What’s changed in TensorFlow.js 3.0
Release notes are available here. A few notable user facing features include:
Custom Modules
We provide support for creating custom tfjs modules to support producing size optimized browser bundles. Ship less JavaScript to your users. To learn more about this, see this tutorial.
This feature is geared towards deployment in the browser, however enabling this capability motivates some of the changes described below.
ES2017 Code
In addition to some pre-compile bundles, the main way that we now ship our code to NPM is as ES Modules with ES2017 syntax. This allows developers to take advantage of modern JavaScript features and have greater control over what they ship to their end users.
Our package.json module
entry point to individual library files in ES2017 format (i.e. not a bundle). This enables tree shaking and greater developer control over downstream transpilation.
We do provide a few alternate formats as pre-compiled bundles to support legacy browsers and other module systems. They follow the naming convention described in the table below and you can load them from popular CDNs such as JsDelivr and Unpkg.
File Name | Module Format | Language Version |
tf[-package].[min].js* | UMD | ES5 |
tf[-package].es2017.[min].js | UMD | ES2017 |
tf[-package].node.js** | CommonJS | ES5 |
tf[-package].es2017.fesm.[min].js | ESM (Single flat file) | ES2017 |
index.js*** | ESM | ES2017 |
* [package] refers to names like core/converter/layers for subpackages of the main tf.js package. [min] describes where we provide minified files in addition to unminified files.
** Our package.json main
entry points to this file.
*** Our package.json module
entry points to this file.
If you are using tensorflow.js via npm and you are using bundler, you may need to adjust your bundler configuration to make sure it can either consume the ES2017 modules or point it to another one of the entries in out package.json.
@tensorflow/tfjs-core is slimmer by default
To enable better tree-shaking we no longer include the chaining/fluent api on tensors by default in @tensorflow/tfjs-core. We recommend using operations (ops) directly to get the smallest bundle. We provide an import import '@tensorflow/tfjs-core/dist/public/chained_ops/register_all_chained_ops';
that restores the chaining api.
We also no longer register gradients for kernels by default. If you want gradient/training support you can import '@tensorflow/tfjs-core/dist/register_all_gradients';
Code Reorganization, kernel & gradient registries
We have re-organized our code to make it easier to both contribute ops and kernels as well as implement custom ops, kernels and gradients. See this guide for more information.
Breaking Changes
A full list of breaking changes can be found here, but they include removal of all *Strict ops like mulStrict or addStrict.
Upgrading Code from 2.x
Users of @tensorflow/tfjs
Address any breaking changes listed here (https://github.com/tensorflow/tfjs/releases)

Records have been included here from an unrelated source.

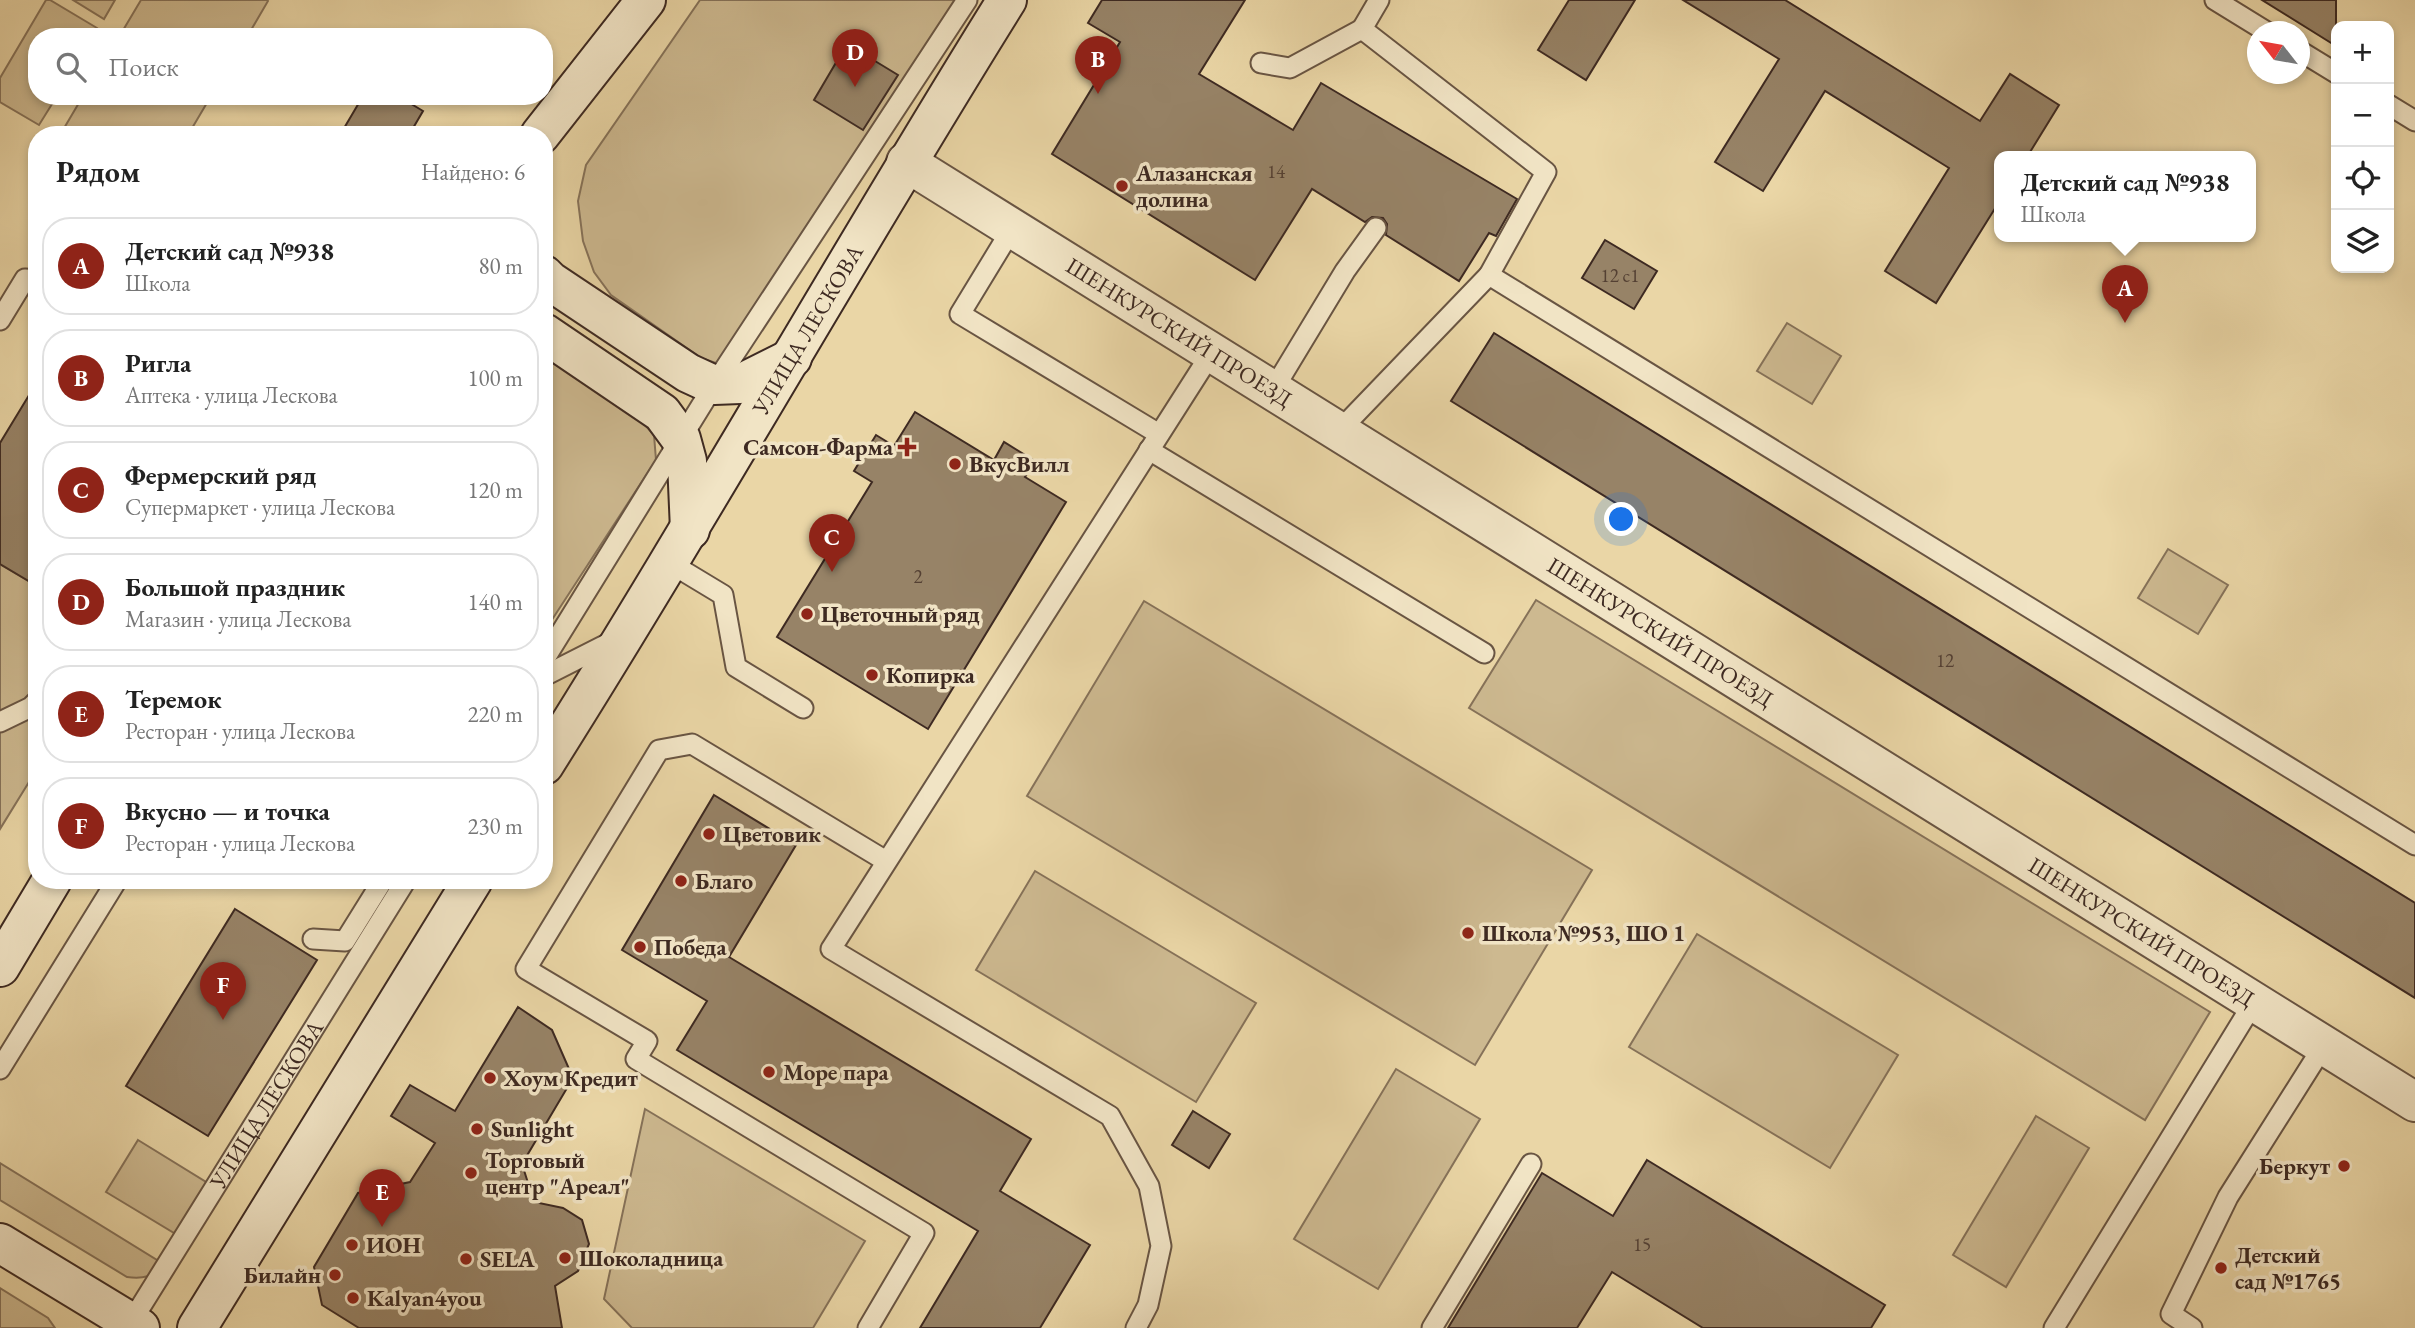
<!DOCTYPE html>
<html lang="ru">
<meta charset="utf-8">
<style>
:root{--surface:#fff;--page:#f2f2f2;--text:#222;--muted:#767676;--line:#e0e0e0;--accent:#8f2418}
body{margin:0;font-family:"EB Garamond",serif;background:var(--page);color:var(--text)}
.controls{position:absolute;right:21px;top:21px;display:grid;overflow:hidden;border-radius:14px;box-shadow:0 4px 10px #0003}
.controls button{width:63px;height:63px;display:grid;place-items:center;padding:0;border:0;border-bottom:2px solid var(--line);background:var(--surface);color:var(--text);font:35px sans-serif}
.compass{position:absolute;left:2247px;top:21px;width:63px;height:63px;border-radius:50%;background:var(--surface);box-shadow:0 4px 10px #0003;rotate:301deg}
.you{position:absolute;left:1622px;top:520px;width:24px;height:24px;margin:-18px;border:5px solid #fff;border-radius:50%;background:#1a73e8;box-shadow:0 0 0 10px #1a73e833}
.badge{display:grid;place-items:center;width:46px;height:46px;border-radius:50%;background:var(--accent);color:#fff;font-size:23px;font-weight:700}
.pin{position:absolute;translate:-50% -58px;filter:drop-shadow(0 2px 4px #0008)}
.pin::after{content:'';position:absolute;top:37px;width:24px;height:21px;background:inherit;clip-path:polygon(0 0,100% 0,50% 100%)}
.popup{position:absolute;left:1994px;top:151px;width:262px;height:91px;box-sizing:border-box;display:grid;place-content:center;border-radius:14px;background:var(--surface);filter:drop-shadow(0 2px 5px #0005);font-size:23px;white-space:nowrap;color:var(--muted)}
.popup b{font-size:26px;color:var(--text)}
.popup::after{content:'';position:absolute;left:50%;top:100%;margin-left:-14px;border:14px solid transparent;border-top-color:var(--surface)}
.list{margin:0;padding:0;list-style:none}
h2{display:flex;justify-content:space-between;align-items:center;height:91px;margin:0;padding:0 28px;font-size:30px}
h2 small{font-size:23px;font-weight:400;color:var(--muted)}
.list li{display:grid;grid-template-columns:46px 1fr auto;gap:21px;align-items:center;box-sizing:border-box;height:98px;margin:0 14px 14px;padding:0 14px;border:2px solid var(--line);border-radius:28px}
.list b{display:block;font-size:26px;white-space:nowrap}
.list p{margin:0;font-size:23px;white-space:nowrap;color:var(--muted)}
.list em{font-size:23px;font-style:normal;color:var(--muted)}
.icon{flex:none;width:38px;height:38px;fill:none;stroke:currentColor;stroke-width:2;stroke-linecap:round;stroke-linejoin:round}
.map{position:relative;flex:none;width:2415px;height:1328px;overflow:hidden}
.search{position:absolute;background:var(--surface);box-shadow:0 4px 10px #0003;left:28px;top:28px;width:525px;height:77px;display:flex;align-items:center;gap:18px;box-sizing:border-box;padding:0 24px;border-radius:28px;color:var(--muted);font-size:26px}
.panel{position:absolute;background:var(--surface);box-shadow:0 4px 10px #0003;left:28px;top:126px;width:525px;height:763px;border-radius:28px}
.map>svg:first-child{display:block}
.green{fill:#cdb990;stroke:#867259;stroke-width:2}
.building{fill:#978367;stroke:#3e2a22;stroke-width:2}
.lines{fill:none;stroke-linecap:round;stroke-linejoin:round}
.service-casing{stroke:#695543;stroke-width:23}
.minor-casing{stroke:#695543;stroke-width:42}
.secondary-casing{stroke:#3e2a22;stroke-width:42}
.service{stroke:#f1e4c5;stroke-width:19}
.minor{stroke:#f1e4c5;stroke-width:38}
.secondary{stroke:#f1e4c5;stroke-width:38}
.poi-dot{fill:#8f2418;stroke:#f1e4c5;stroke-width:2.5}
.labels{text-anchor:middle;dominant-baseline:central;stroke-width:7;stroke-linejoin:round;paint-order:stroke}
.number-label{font-size:19px;fill:#544033}
.poi-label{font-size:23px;font-weight:bold;fill:#3e2a22;stroke:#f1e4c5;text-anchor:start}
.street-label{font-size:23px;fill:#3e2a22;stroke:#f1e4c5}
</style>
<div class="map">
<svg width="2415" height="1328" viewBox="0 0 2415 1328">
<rect width="100%" height="100%" fill="#ead6a6"/>
<filter id="stains"><feTurbulence type="fractalNoise" baseFrequency=".00286" numOctaves="4"/><feColorMatrix values="0 0 0 0 .2 0 0 0 0 .09 0 0 0 0 .02 0 0 0 .5 -.17"/></filter>
<radialGradient id="worn" r=".72"><stop offset=".6" stop-color="#630" stop-opacity="0"/><stop offset="1" stop-color="#630" stop-opacity=".3"/></radialGradient>
<g class="green">
<polygon points="46,0 50,0 97,28 92,37 37,37 37,96 57,96 39,125 0,102 0,78"/>
<polygon points="73,0 115,0 104,19"/>
<polygon points="141,0 267,0 268,1 247,37 119,37"/>
<polygon points="700,0 965,0 736,357 716,363 701,358 611,295 594,272 583,241 578,201 586,165"/>
<polygon points="83,96 211,96 188,135 60,135"/>
<polygon points="1787,323 1841,356 1812,404 1757,371"/>
<polygon points="544,347 627,405 654,435 656,460 544,632"/>
<polygon points="2168,549 2228,585 2198,634 2138,598"/>
<polygon points="0,564 37,586 37,769 0,829"/>
<polygon points="1536,600 2210,1012 2145,1120 1469,708"/>
<polygon points="1144,601 1592,870 1475,1065 1027,796"/>
<polygon points="1035,871 1256,1003 1196,1102 976,970"/>
<polygon points="1697,934 1898,1055 1830,1168 1629,1047"/>
<polygon points="1396,1069 1480,1119 1378,1289 1294,1239"/>
<polygon points="645,1109 865,1241 813,1328 632,1328 604,1299"/>
<polygon points="2036,1116 2089,1148 2006,1287 1953,1255"/>
<polygon points="138,1140 206,1182 184,1239 106,1192"/>
<path d="M0,1163L165,1265C153,1277 143,1279 127,1277L0,1200Z"/>
<polygon points="0,1288 48,1318 55,1328 0,1328"/>
</g>
<g class="building">
<polygon points="1102,0 1245,0 1199,74 1293,130 1321,83 1517,199 1496,236 1489,233 1459,281 1386,235 1387,224 1383,218 1372,217 1365,222 1312,189 1255,280 1052,154 1120,42 1088,23"/>
<polygon points="1569,0 1635,0 1586,80 1538,50"/>
<polygon points="1683,0 1785,0 1980,121 2010,74 2059,105 2027,157 1999,157 1999,202 1936,303 1885,271 1949,168 1825,91 1763,191 1715,162 1779,59"/>
<polygon points="2262,0 2336,0 2336,46"/>
<polygon points="847,44 898,75 863,130 814,100"/>
<polygon points="363,96 398,96 423,111 409,135 340,135"/>
<polygon points="1605,240 1657,271 1634,309 1582,278"/>
<polygon points="1494,333 2415,903 2415,998 1451,401"/>
<polygon points="37,382 37,586 0,564 0,443"/>
<polygon points="915,412 994,460 1004,442 1035,461 1025,477 1066,502 928,729 777,637 872,482 854,471 876,435 894,446"/>
<polygon points="714,795 796,845 729,957 1031,1139 1000,1191 1090,1245 1040,1328 920,1328 978,1231 677,1050 707,1001 622,950"/>
<polygon points="235,909 317,960 208,1136 126,1086"/>
<polygon points="518,1007 552,1030 573,1078 522,1164 534,1202 563,1208 582,1220 589,1244 578,1271 555,1286 562,1328 359,1328 322,1305 314,1267 358,1193 410,1182 435,1143 391,1116 410,1085 455,1111"/>
<polygon points="1193,1111 1230,1134 1209,1168 1172,1145"/>
<polygon points="1647,1160 1885,1305 1871,1328 1703,1328 1612,1272 1577,1328 1448,1328 1542,1173 1613,1216"/>
</g>
<g class="lines">
<defs>
<g id="service">
<polyline points="1379,0 1362,29 1546,172 1489,275"/>
<polyline points="2215,0 2267,32"/>
<polyline points="2300,51 2336,73"/>
<polyline points="1261,63 1290,68 1362,29"/>
<polyline points="2389,105 2415,121"/>
<polyline points="1013,227 960,314 1159,434"/>
<polyline points="0,320 25,279 37,280"/>
<polyline points="1273,390 1345,271 1376,228"/>
<polyline points="1339,431 1489,275 2415,845"/>
<polyline points="1149,450 1484,653"/>
<polyline points="670,563 723,595 736,667 803,708"/>
<polyline points="544,660 714,385 967,0"/>
<polyline points="544,676 615,640"/>
<polyline points="0,722 31,707 37,701"/>
<polyline points="313,939 345,941 383,880"/>
<polyline points="0,1069 117,880"/>
<path id="s1" d="M128,1327L406,880"/>
<polyline points="868,1328 924,1233 636,1059 647,1041 526,969 659,750 692,744 886,861"/>
<polyline points="1136,1328 1148,1305 1161,1246 1149,1186 1110,1116 831,949 1212,352"/>
<polyline points="1432,1328 1531,1164"/>
<polyline points="2054,1328 2254,1002"/>
<polyline points="2192,1328 2171,1314 2228,1197 2324,1045"/>
</g>
<g id="minor">
<path id="s2" d="M906,162L2415,1102"/>
</g>
<g id="secondary">
<polyline points="540,135 646,0"/>
<polyline points="544,275 550,281 688,373 714,385 740,384 792,358"/>
<polyline points="544,333 662,413 681,439 687,461 690,530"/>
<path id="s3" d="M544,765C703,513 849,253 1007,0"/>
<polyline points="0,967 52,880"/>
<polyline points="0,1243 140,1328"/>
<polyline points="197,1328 473,880"/>
</g>
</defs>
<use href="#service" class="service-casing"/>
<use href="#minor" class="minor-casing"/>
<use href="#secondary" class="secondary-casing"/>
<use href="#service" class="service"/>
<use href="#minor" class="minor"/>
<use href="#secondary" class="secondary"/>
</g>
<g class="poi-dot">
<circle cx="1122" cy="186" r="7"/>
<path d="M903.5 436.5h7v7h7v7h-7v7h-7v-7h-7v-7h7z"/>
<circle cx="955" cy="464" r="7"/>
<circle cx="807" cy="614" r="7"/>
<circle cx="872" cy="675" r="7"/>
<circle cx="709" cy="834" r="7"/>
<circle cx="681" cy="881" r="7"/>
<circle cx="1468" cy="933" r="7"/>
<circle cx="640" cy="947" r="7"/>
<circle cx="769" cy="1072" r="7"/>
<circle cx="490" cy="1078" r="7"/>
<circle cx="477" cy="1129" r="7"/>
<circle cx="2344" cy="1166" r="7"/>
<circle cx="471" cy="1173" r="7"/>
<circle cx="352" cy="1245" r="7"/>
<circle cx="565" cy="1258" r="7"/>
<circle cx="466" cy="1259" r="7"/>
<circle cx="2221" cy="1268" r="7"/>
<circle cx="335" cy="1275" r="7"/>
<circle cx="353" cy="1298" r="7"/>
</g>
<g class="labels">
<g class="number-label">
<text x="1276" y="171">14</text>
<text x="1620" y="275">12 с1</text>
<text x="918" y="576">2</text>
<text x="1945" y="660">12</text>
<text x="1642" y="1244">15</text>
</g>
<g class="poi-label">
<text x="1136" y="173">Алазанская<tspan x="1136" dy="26">долина</tspan></text>
<text x="893" y="447" text-anchor="end">Самсон-Фарма</text>
<text x="969" y="464">ВкусВилл</text>
<text x="821" y="614">Цветочный ряд</text>
<text x="886" y="675">Копирка</text>
<text x="723" y="834">Цветовик</text>
<text x="695" y="881">Благо</text>
<text x="1482" y="933">Школа №953, ШО 1</text>
<text x="654" y="947">Победа</text>
<text x="783" y="1072">Море пара</text>
<text x="504" y="1078">Хоум Кредит</text>
<text x="491" y="1129">Sunlight</text>
<text x="485" y="1160">Торговый<tspan x="485" dy="26">центр "Ареал"</tspan></text>
<text x="2330" y="1166" text-anchor="end">Беркут</text>
<text x="366" y="1245">ИОН</text>
<text x="2235" y="1255">Детский<tspan x="2235" dy="26">сад №1765</tspan></text>
<text x="579" y="1258">Шоколадница</text>
<text x="480" y="1259">SELA</text>
<text x="321" y="1275" text-anchor="end">Билайн</text>
<text x="367" y="1298">Kalyan4you</text>
</g>
<g class="street-label">
<text stroke="none"><textPath href="#s3" startOffset="509">УЛИЦА ЛЕСКОВА</textPath></text>
<text stroke="none"><textPath href="#s2" startOffset="322">ШЕНКУРСКИЙ ПРОЕЗД</textPath></text>
<text stroke="none"><textPath href="#s2" startOffset="889">ШЕНКУРСКИЙ ПРОЕЗД</textPath></text>
<text stroke="none"><textPath href="#s2" startOffset="1456">ШЕНКУРСКИЙ ПРОЕЗД</textPath></text>
<text stroke="none"><textPath href="#s1" startOffset="262">УЛИЦА ЛЕСКОВА</textPath></text>
</g>
</g>
<rect width="100%" height="100%" filter="url(#stains)"/>
<rect width="100%" height="100%" fill="url(#worn)"/>
</svg>
<div class="controls">
<button>+</button>
<button>−</button>
<button><svg class="icon" aria-label="locate" viewBox="0 0 24 24"><circle cx="12" cy="12" r="6"/><path d="M12 2v4M12 18v4M2 12h4M18 12h4"/></svg></button>
<button><svg class="icon" aria-label="layers" viewBox="0 0 24 24"><path d="M12 4l9 5-9 5-9-5zM3 14l9 5 9-5"/></svg></button>
</div>
<svg class="compass" viewBox="-18 -18 36 36"><path d="M0-13l5 13h-10z" fill="#e53935"/><path d="M0 13l5-13h-10z" fill="#767676"/></svg>
<div class="you"></div>
<div class="pin badge" style="left:2125px;top:323px">A</div>
<div class="popup"><b>Детский сад №938</b>Школа</div>
<div class="pin badge" style="left:1098px;top:94px">B</div>
<div class="pin badge" style="left:832px;top:572px">C</div>
<div class="pin badge" style="left:855px;top:87px">D</div>
<div class="pin badge" style="left:382px;top:1227px">E</div>
<div class="pin badge" style="left:223px;top:1020px">F</div>
<div class="search"><svg class="icon" aria-label="search" viewBox="0 0 24 24"><circle cx="10" cy="10" r="6"/><path d="M15 15l6 6"/></svg>Поиск</div>
<section class="panel">
<h2>Рядом<small>Найдено: 6</small></h2>
<ul class="list">
<li><span class="badge">A</span><div><b>Детский сад №938</b><p>Школа</p></div><em>80 m</em></li>
<li><span class="badge">B</span><div><b>Ригла</b><p>Аптека · улица Лескова</p></div><em>100 m</em></li>
<li><span class="badge">C</span><div><b>Фермерский ряд</b><p>Супермаркет · улица Лескова</p></div><em>120 m</em></li>
<li><span class="badge">D</span><div><b>Большой праздник</b><p>Магазин · улица Лескова</p></div><em>140 m</em></li>
<li><span class="badge">E</span><div><b>Теремок</b><p>Ресторан · улица Лескова</p></div><em>220 m</em></li>
<li><span class="badge">F</span><div><b>Вкусно — и точка</b><p>Ресторан · улица Лескова</p></div><em>230 m</em></li>
</ul>
</section>
</div>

Users of @tensorflow/tfjs-core
Address any breaking changes listed here (https://github.com/tensorflow/tfjs/releases), then do the following:
Add chained op augmentors or use ops directly
Rather than
import * as tf from '@tensorflow/tfjs-core';
import '@tensorflow/tfjs-backend-webgl';
const a = tf.tensor([1,2,3,4]);
const b = a.sum(); // this is a 'chained' op.
You need to do
import * as tf from '@tensorflow/tfjs-core';
import '@tensorflow/tfjs-backend-webgl';
import '@tensorflow/tfjs-core/dist/public/chained_ops/sum'; // add the 'sum' chained op to all tensors
const a = tf.tensor([1,2,3,4]);
const b = a.sum();
You can also import all the chaining/fluent api with the following import
import '@tensorflow/tfjs-core/dist/public/chained_ops/register_all_chained_ops';
Alternatively you can use the op directly (you could use named imports here too)
import * as tf from '@tensorflow/tfjs-core';
import '@tensorflow/tfjs-backend-webgl';
const a = tf.tensor([1,2,3,4]);
const b = tf.sum(a);
Import initialization code
If you are exclusively using named imports (instead of import * as ...
) then in some cases you may need to do
import @tensorflow/tfjs-core
near the top of your program, this prevents aggressive tree-shakers from dropping any necessary initialization.
Upgrading Code from 1.x
Users of @tensorflow/tfjs
Address any breaking changes listed here. Then follow the instructions for upgrading from 2.x
Users of @tensorflow/tfjs-core
Address any breaking changes listed here, select a backend as described below and then follow the steps for upgrading from 2.x
Selecting a backend(s)
In TensorFlow.js 2.0 we removed the cpu and webgl backends into their own packages. See @tensorflow/tfjs-backend-cpu, @tensorflow/tfjs-backend-webgl, @tensorflow/tfjs-backend-wasm, @tensorflow/tfjs-backend-webgpu for instructions on how to include those backends.